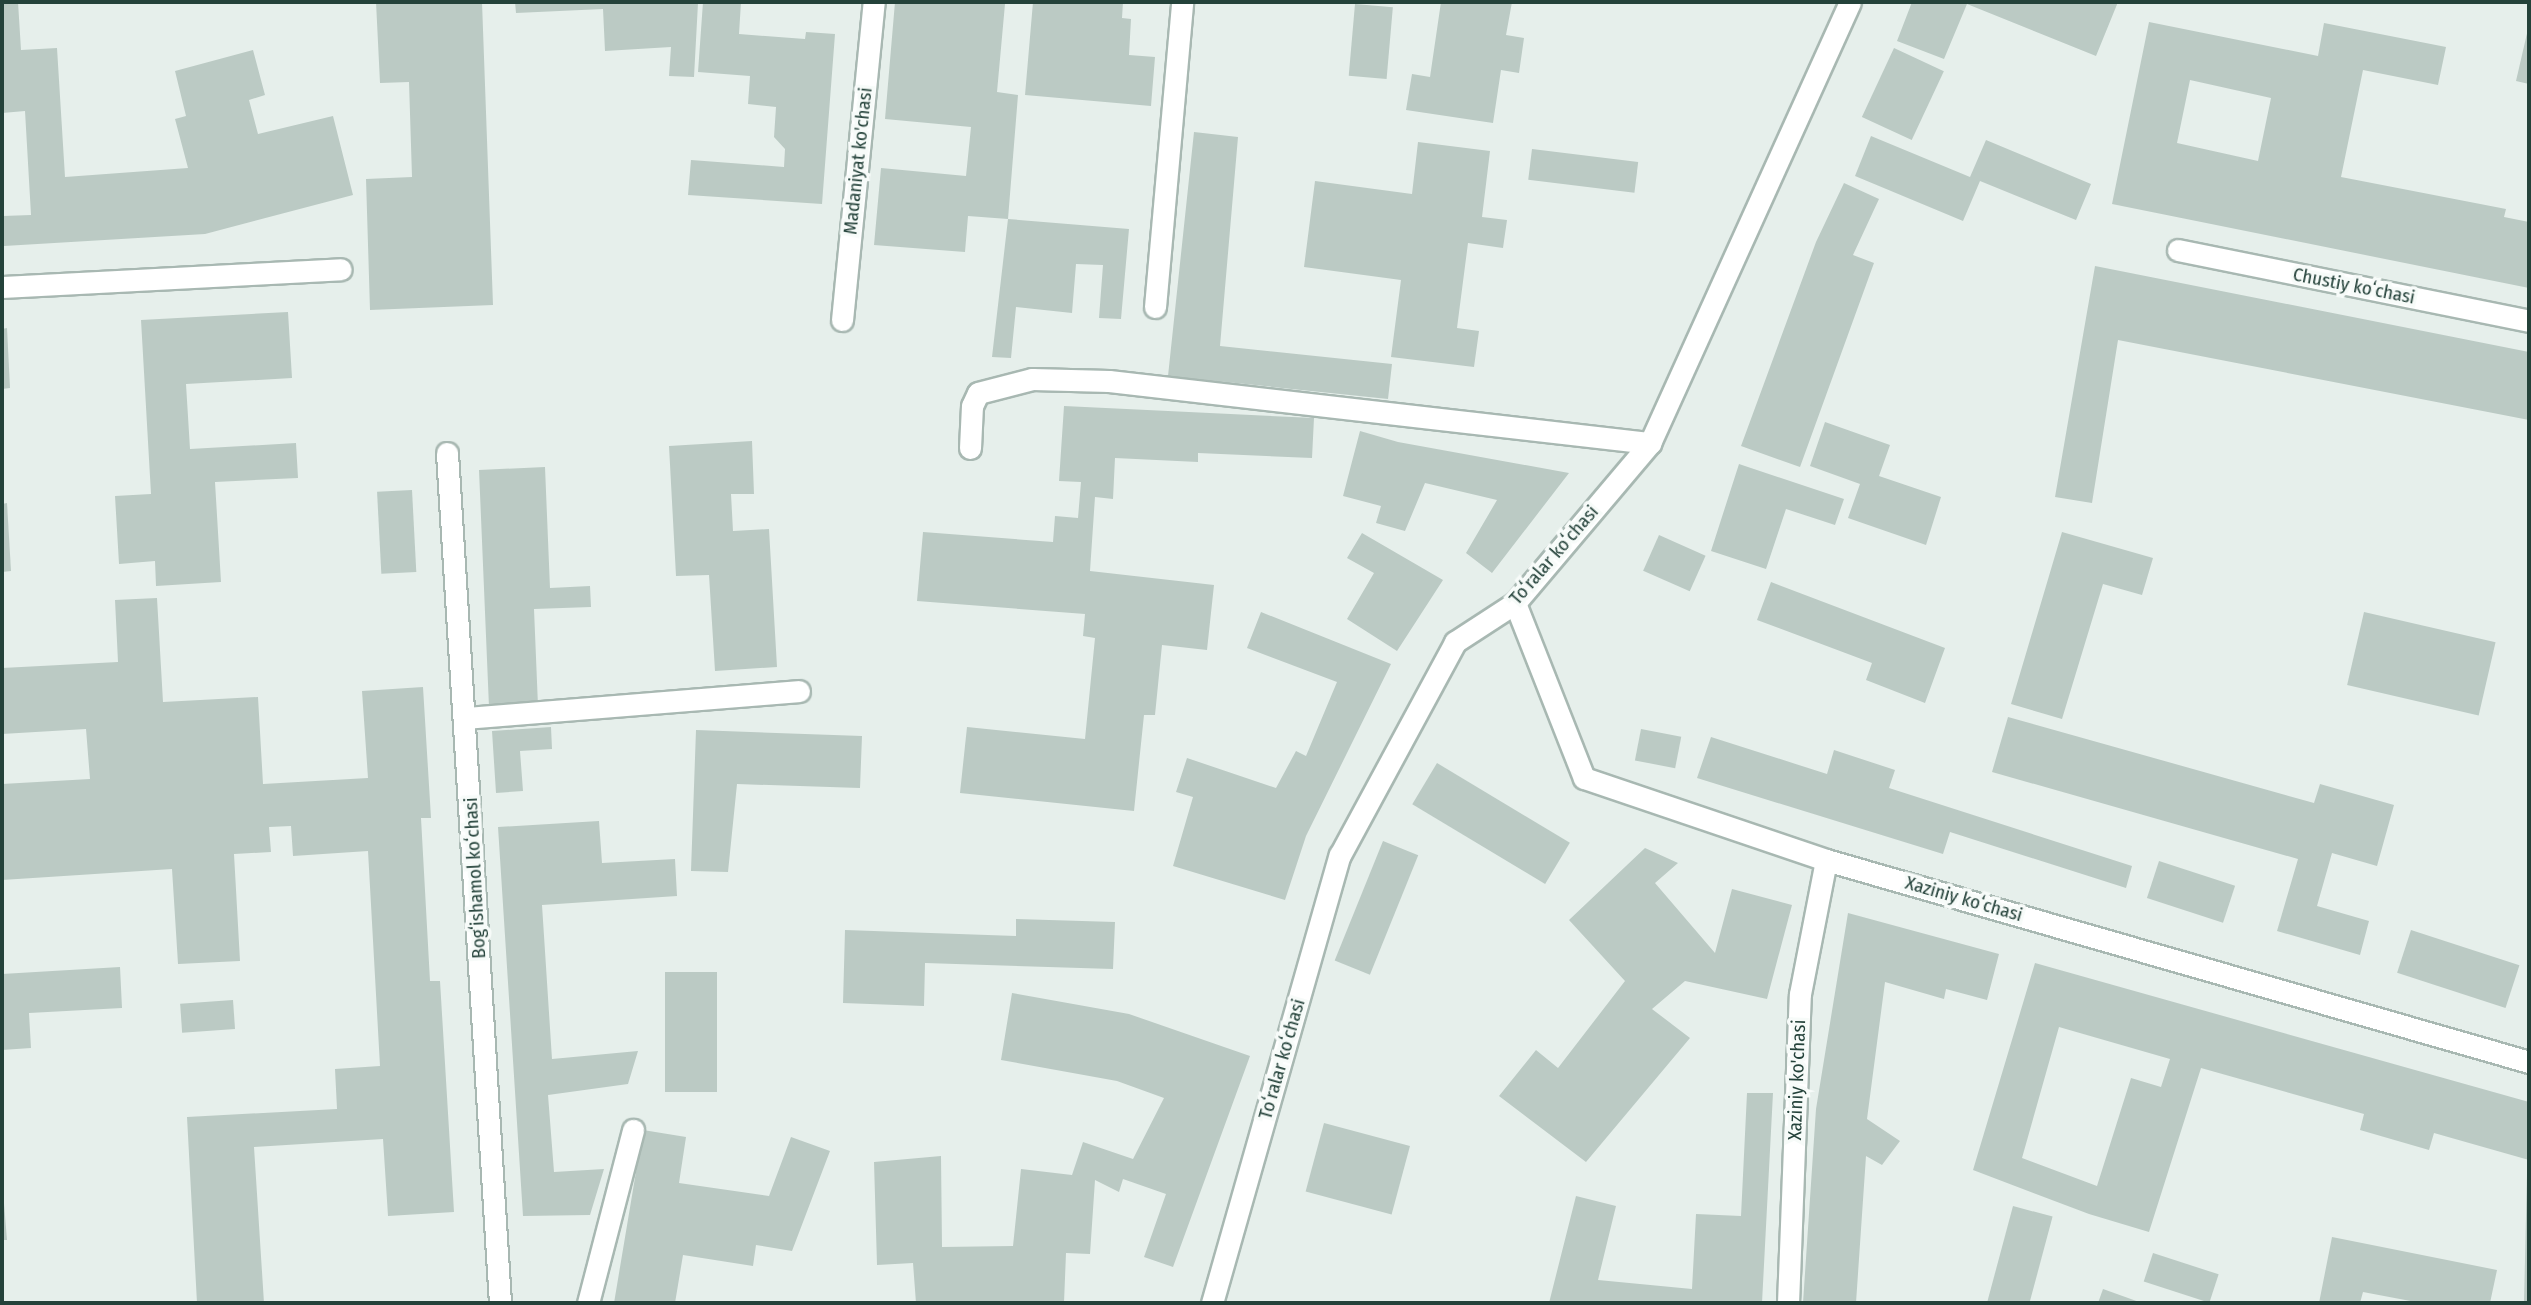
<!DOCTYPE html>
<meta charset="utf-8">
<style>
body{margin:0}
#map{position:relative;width:2531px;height:1305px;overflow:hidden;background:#e6efeb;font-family:"Fira Sans Condensed",sans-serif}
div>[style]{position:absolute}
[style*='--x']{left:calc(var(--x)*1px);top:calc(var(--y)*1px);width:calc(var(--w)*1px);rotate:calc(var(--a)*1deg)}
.building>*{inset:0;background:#bbcac4;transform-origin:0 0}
.roads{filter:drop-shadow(2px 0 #a8b8b2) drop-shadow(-2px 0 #a8b8b2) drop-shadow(0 2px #a8b8b2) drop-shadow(0 -2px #a8b8b2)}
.minor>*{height:21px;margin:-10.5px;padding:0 10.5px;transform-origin:10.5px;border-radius:10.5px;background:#fff}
span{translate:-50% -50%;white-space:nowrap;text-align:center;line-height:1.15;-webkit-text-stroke:7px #f7fbf9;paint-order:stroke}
.street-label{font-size:19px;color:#24423a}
.frame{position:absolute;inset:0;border:4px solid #24423a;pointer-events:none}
</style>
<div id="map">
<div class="building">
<i style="clip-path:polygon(2px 2px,18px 2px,21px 50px,57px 48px,65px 177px,188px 168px,175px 119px,186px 116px,175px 71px,253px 50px,265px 95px,249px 100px,258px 134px,333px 116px,353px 195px,205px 234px,4px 246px,3px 216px,31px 215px,25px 111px,2px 113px)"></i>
<i style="clip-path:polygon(376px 2px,482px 2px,493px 305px,370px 310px,366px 179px,412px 177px,409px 82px,380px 83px)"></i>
<i style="clip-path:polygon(515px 2px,698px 3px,694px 77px,669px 76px,671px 47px,605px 51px,603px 9px,516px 13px)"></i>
<i style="clip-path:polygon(703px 2px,741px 2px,739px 34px,805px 39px,806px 32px,835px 34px,822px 204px,688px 195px,691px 160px,784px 167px,785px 149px,774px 137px,776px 107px,748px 104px,750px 76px,698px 72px)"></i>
<i style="clip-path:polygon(895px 2px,1005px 4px,997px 92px,1018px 95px,1008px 219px,1129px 229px,1121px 319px,1099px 318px,1103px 265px,1076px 264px,1072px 313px,1016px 307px,1011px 358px,992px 357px,1008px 219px,968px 216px,965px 252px,874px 245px,881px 168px,966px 176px,971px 127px,885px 119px)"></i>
<i style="clip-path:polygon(1033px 2px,1123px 2px,1122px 18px,1131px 19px,1129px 55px,1155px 57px,1151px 106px,1025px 95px)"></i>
<i style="clip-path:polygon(1441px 2px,1512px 2px,1506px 35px,1524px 38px,1519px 73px,1501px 70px,1493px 123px,1406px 110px,1412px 74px,1430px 77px)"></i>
<i style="clip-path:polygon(1912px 2px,2118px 2px,2096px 56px,1967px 4px,1944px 59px,1897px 41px)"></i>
<i style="left:1355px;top:4px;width:38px;height:72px;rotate:5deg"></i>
<i style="clip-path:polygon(evenodd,2149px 22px,2318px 56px,2324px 23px,2446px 47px,2438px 85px,2363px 70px,2341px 177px,2506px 209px,2504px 217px,2529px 222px,2529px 288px,2112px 204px,2149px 22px,2190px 80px,2271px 98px,2258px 161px,2177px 143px,2190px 80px)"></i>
<i style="clip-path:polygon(2528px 29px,2529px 29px,2529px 84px,2516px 81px)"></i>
<i style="left:1894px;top:48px;width:55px;height:76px;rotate:25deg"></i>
<i style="clip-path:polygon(1194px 132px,1238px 137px,1220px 346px,1392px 364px,1388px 399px,1168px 376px)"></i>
<i style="clip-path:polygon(1871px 136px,1970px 177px,1986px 140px,2091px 184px,2076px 220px,1980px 181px,1963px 221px,1855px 176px)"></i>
<i style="clip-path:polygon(1418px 142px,1490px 151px,1482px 217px,1507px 220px,1503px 248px,1468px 243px,1457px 328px,1479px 331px,1474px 367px,1391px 357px,1401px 280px,1304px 267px,1315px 181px,1412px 194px)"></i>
<i style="left:1532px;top:149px;width:107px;height:31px;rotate:7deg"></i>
<i style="clip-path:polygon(1844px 183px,1879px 199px,1853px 255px,1874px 263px,1800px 467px,1741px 446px,1816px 242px)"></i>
<i style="clip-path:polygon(2095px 266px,2529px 352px,2529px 420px,2118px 340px,2092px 503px,2055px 497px)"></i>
<i style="clip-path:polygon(288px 312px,292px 378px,186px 384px,190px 449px,296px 443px,298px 478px,215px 482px,221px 582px,156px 586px,155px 561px,119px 564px,115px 496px,151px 494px,141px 320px)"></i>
<i style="clip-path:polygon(7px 328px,10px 388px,2px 389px,2px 329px)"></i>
<i style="clip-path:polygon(1064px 406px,1314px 418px,1312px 458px,1198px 453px,1198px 462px,1115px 458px,1113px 499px,1095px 497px,1090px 571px,1214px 585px,1207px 650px,1162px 645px,1155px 715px,1144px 715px,1134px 811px,960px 793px,967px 727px,1085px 739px,1095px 638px,1083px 636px,1085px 614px,917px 601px,923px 532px,1053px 542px,1055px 516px,1078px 518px,1081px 482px,1059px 481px)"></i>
<i style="clip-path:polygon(1825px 422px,1890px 445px,1879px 476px,1941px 497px,1926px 545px,1848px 518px,1860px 484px,1810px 466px)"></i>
<i style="clip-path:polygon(1360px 431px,1398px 442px,1569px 473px,1492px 573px,1466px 553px,1497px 500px,1425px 483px,1405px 531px,1376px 523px,1381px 506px,1343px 496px)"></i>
<i style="clip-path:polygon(752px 441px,754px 494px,731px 494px,733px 531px,769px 529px,777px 667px,715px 671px,709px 575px,676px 576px,669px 446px)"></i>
<i style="clip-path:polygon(1739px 464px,1844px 499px,1835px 525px,1786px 509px,1766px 569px,1711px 551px)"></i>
<i style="clip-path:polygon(545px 467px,550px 588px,590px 586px,591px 607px,534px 609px,538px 706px,489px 707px,479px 470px)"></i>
<i style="left:412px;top:490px;width:82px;height:35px;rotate:87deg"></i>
<i style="clip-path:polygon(7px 503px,11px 571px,2px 572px,2px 504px)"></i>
<i style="clip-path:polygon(2062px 532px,2153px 558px,2142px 595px,2103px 584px,2062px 719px,2011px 704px)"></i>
<i style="clip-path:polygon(1362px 533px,1443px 580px,1397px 651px,1347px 619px,1374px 573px,1347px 558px)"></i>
<i style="left:1659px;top:535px;width:51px;height:39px;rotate:24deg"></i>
<i style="clip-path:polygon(1771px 582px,1945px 648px,1925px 703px,1866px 680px,1872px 663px,1757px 620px)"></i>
<i style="clip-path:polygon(157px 598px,163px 702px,258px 697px,263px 784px,368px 778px,362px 691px,423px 687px,431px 818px,421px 818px,430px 981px,440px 981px,454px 1212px,388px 1216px,383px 1139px,254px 1147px,264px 1303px,197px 1303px,187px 1117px,337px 1109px,335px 1069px,380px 1066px,368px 851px,293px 856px,291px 826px,269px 827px,271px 852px,234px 854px,240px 961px,178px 964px,172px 869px,2px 880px,2px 784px,90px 779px,86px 729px,2px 734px,2px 668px,118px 662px,115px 600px)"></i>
<i style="clip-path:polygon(1261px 612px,1391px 664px,1306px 836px,1285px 900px,1173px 866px,1193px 797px,1176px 792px,1187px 758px,1276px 788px,1296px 751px,1306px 756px,1337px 682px,1247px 648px)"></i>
<i style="left:2364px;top:612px;width:135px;height:75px;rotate:13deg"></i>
<i style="clip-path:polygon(2008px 717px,2314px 803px,2320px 784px,2394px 805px,2377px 866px,2332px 853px,2317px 906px,2369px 921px,2360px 955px,2277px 931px,2298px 859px,1992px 772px)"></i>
<i style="clip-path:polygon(551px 727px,552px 749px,520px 751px,523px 791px,496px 793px,492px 731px)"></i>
<i style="left:1641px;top:729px;width:41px;height:32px;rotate:11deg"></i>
<i style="clip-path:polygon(696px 730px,862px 736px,860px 788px,737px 784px,728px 872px,691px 871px)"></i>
<i style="clip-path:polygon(1711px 737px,1827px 774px,1834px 750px,1895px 770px,1889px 788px,2132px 866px,2126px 888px,1950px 832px,1943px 854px,1697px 778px)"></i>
<i style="left:1437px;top:763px;width:155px;height:48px;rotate:31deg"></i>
<i style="clip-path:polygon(599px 821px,602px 863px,675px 859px,677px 896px,542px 905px,552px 1059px,638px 1051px,628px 1084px,548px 1095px,554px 1172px,604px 1169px,590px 1215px,523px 1216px,498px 827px)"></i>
<i style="left:1383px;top:841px;width:38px;height:129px;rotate:22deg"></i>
<i style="clip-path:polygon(1645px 848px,1678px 863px,1655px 883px,1715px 953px,1732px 889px,1792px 905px,1767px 999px,1685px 981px,1652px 1009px,1690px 1038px,1586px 1162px,1499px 1096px,1536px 1050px,1558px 1068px,1625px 981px,1569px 920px)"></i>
<i style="left:2159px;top:861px;width:80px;height:39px;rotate:18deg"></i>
<i style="clip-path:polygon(1848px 913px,1999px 954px,1987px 1000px,1946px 989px,1944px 999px,1885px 982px,1867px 1119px,1900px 1141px,1882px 1165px,1866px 1156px,1856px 1303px,1803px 1303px,1816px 1109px)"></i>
<i style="clip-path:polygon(1016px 919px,1115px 922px,1113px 969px,925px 963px,924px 1006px,843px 1003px,845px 930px,1016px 936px)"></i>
<i style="left:2411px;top:930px;width:114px;height:45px;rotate:18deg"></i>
<i style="clip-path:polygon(evenodd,2035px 963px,2529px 1102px,2529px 1160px,2434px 1133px,2429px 1150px,2360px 1130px,2364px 1114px,2201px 1068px,2149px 1232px,2089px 1214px,1973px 1170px,2035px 963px,2059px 1027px,2170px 1059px,2161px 1087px,2131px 1078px,2097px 1186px,2022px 1158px,2059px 1027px)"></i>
<i style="clip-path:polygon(120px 967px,122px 1008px,29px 1013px,31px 1048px,2px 1050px,2px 974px)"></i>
<i style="left:717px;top:972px;width:120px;height:52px;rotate:90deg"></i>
<i style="clip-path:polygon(1012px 993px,1129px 1014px,1250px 1056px,1173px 1267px,1144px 1257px,1166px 1194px,1123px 1179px,1119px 1192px,1095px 1180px,1090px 1254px,1066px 1253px,1064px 1303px,916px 1303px,913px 1263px,877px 1265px,874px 1162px,941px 1156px,942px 1247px,1013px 1246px,1021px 1169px,1072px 1175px,1083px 1142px,1133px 1159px,1164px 1098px,1117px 1081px,1001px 1060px)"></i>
<i style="left:233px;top:1000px;width:29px;height:53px;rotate:86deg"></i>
<i style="clip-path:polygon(1747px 1093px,1773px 1093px,1762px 1303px,1549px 1303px,1576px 1196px,1616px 1206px,1598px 1280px,1692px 1289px,1696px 1214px,1741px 1216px)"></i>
<i style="left:1324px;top:1123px;width:89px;height:71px;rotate:15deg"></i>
<i style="clip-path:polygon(643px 1130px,686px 1137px,679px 1183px,769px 1196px,791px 1137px,830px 1151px,792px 1251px,756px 1245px,753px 1266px,683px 1255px,675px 1303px,614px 1303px)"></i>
<i style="clip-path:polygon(2527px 1173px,2529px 1303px,2524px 1303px)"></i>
<i style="clip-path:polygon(2px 1179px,7px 1240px,2px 1240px)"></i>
<i style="left:2013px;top:1206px;width:41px;height:100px;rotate:15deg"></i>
<i style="clip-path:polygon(2332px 1237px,2497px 1270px,2490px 1303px,2421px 1303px,2363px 1292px,2360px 1303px,2319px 1303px)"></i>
<i style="left:2153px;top:1253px;width:69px;height:30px;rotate:18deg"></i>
<i style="clip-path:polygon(2103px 1289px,2142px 1303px,2098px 1303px)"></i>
</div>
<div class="roads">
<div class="minor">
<i style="--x:2178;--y:250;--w:358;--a:11.4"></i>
<i style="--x:2;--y:287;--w:339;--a:-3"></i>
<i style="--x:1155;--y:307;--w:306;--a:-84.9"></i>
<i style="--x:842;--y:320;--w:320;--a:-84.3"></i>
<i style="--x:970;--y:448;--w:42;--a:-87.3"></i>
<i style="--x:972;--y:406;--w:14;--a:-65"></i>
<i style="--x:978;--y:393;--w:56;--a:-14.5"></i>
<i style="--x:1032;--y:379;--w:77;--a:1.5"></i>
<i style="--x:1109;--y:381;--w:545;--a:6.54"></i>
<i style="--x:447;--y:453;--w:852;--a:86.43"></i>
<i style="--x:1515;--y:603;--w:188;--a:68.5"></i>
<i style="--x:1584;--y:778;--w:256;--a:18.7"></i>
<i style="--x:1826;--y:860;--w:731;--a:16.03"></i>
<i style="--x:465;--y:718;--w:335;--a:-4.6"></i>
<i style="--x:588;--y:1303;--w:179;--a:-75.4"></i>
<i style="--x:1212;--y:1303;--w:466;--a:-74.1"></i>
<i style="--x:1340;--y:855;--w:242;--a:-61.6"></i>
<i style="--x:1455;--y:642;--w:72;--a:-33"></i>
<i style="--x:1515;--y:603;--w:209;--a:-49.8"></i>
<i style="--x:1650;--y:443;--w:484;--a:-65.6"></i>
<i style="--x:1788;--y:1303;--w:309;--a:-87.8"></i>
<i style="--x:1800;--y:994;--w:136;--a:-79"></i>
</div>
</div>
<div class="street-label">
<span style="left:858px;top:161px;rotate:-84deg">Madaniyat ko'chasi</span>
<span style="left:2354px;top:286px;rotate:11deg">Chustiy koʻchasi</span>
<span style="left:1554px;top:555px;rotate:-49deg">Toʻralar koʻchasi</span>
<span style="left:475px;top:878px;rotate:-93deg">Bogʻishamol koʻchasi</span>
<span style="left:1964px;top:899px;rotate:16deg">Xaziniy koʻchasi</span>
<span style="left:1282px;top:1059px;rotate:-74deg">Toʻralar koʻchasi</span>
<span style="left:1797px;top:1080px;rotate:-88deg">Xaziniy ko'chasi</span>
</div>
<div class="frame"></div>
</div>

◆ ◆ ◆ ◆

## What you should do
Word for word, give again the lines from the first entry to the line with "0 #a8b8b2) drop-shadow(-2px", inclusive. Exclude the pictures.

## Completed exercise
<!DOCTYPE html>
<meta charset="utf-8">
<style>
body{margin:0}
#map{position:relative;width:2531px;height:1305px;overflow:hidden;background:#e6efeb;font-family:"Fira Sans Condensed",sans-serif}
div>[style]{position:absolute}
[style*='--x']{left:calc(var(--x)*1px);top:calc(var(--y)*1px);width:calc(var(--w)*1px);rotate:calc(var(--a)*1deg)}
.building>*{inset:0;background:#bbcac4;transform-origin:0 0}
.roads{filter:drop-shadow(2px 0 #a8b8b2) drop-shadow(-2px 0 #a8b8b2) drop-shadow(0 2px #a8b8b2) drop-shadow(0 -2px #a8b8b2)}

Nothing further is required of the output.